**Exercise requirements:** The answer must be every line from the listing that holds the string "lists".

----------

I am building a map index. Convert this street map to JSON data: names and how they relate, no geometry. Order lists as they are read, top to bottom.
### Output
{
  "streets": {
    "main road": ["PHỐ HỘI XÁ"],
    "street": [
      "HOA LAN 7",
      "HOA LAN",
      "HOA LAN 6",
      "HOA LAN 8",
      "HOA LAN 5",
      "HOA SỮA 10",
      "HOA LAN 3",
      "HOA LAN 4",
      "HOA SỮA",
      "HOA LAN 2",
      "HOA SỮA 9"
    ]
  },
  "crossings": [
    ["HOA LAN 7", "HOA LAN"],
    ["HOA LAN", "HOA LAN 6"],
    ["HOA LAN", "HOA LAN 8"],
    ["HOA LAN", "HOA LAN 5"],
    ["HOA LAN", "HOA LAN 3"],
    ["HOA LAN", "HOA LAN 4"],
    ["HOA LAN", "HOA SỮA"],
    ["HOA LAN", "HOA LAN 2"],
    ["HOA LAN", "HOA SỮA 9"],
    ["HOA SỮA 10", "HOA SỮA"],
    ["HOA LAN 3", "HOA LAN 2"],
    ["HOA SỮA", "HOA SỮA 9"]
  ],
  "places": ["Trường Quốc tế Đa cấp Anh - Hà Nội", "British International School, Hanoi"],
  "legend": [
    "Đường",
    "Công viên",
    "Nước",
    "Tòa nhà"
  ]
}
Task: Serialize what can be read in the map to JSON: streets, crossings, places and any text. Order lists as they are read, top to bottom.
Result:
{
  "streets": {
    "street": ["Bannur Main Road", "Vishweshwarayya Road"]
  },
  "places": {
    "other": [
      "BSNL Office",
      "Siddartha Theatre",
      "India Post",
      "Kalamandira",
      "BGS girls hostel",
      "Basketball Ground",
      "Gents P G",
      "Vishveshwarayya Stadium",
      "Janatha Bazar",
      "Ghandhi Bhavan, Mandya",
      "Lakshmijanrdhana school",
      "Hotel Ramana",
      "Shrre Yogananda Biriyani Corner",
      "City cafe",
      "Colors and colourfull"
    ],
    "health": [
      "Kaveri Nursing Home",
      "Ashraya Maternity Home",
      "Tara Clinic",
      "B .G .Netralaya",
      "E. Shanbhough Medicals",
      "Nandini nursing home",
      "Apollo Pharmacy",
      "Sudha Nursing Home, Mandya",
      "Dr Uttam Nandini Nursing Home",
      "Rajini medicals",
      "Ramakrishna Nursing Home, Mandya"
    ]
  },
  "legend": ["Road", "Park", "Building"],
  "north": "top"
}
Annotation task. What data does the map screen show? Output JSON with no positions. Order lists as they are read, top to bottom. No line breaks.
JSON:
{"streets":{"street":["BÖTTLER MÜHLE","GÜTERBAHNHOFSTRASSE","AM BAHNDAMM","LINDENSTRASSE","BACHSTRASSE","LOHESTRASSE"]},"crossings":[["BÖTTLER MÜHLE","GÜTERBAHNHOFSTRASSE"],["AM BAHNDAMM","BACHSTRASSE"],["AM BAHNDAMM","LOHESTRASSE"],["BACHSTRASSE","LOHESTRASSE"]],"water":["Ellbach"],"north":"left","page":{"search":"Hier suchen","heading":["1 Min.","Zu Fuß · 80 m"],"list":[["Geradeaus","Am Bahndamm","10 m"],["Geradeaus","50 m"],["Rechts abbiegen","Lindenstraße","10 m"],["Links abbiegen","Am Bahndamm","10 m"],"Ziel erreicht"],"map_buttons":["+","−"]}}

----------

**Answer to this problem:**
I am building a map index. Convert this street map to JSON data: names and how they relate, no geometry. Order lists as they are read, top to bottom.
Task: Serialize what can be read in the map to JSON: streets, crossings, places and any text. Order lists as they are read, top to bottom.
Annotation task. What data does the map screen show? Output JSON with no positions. Order lists as they are read, top to bottom. No line breaks.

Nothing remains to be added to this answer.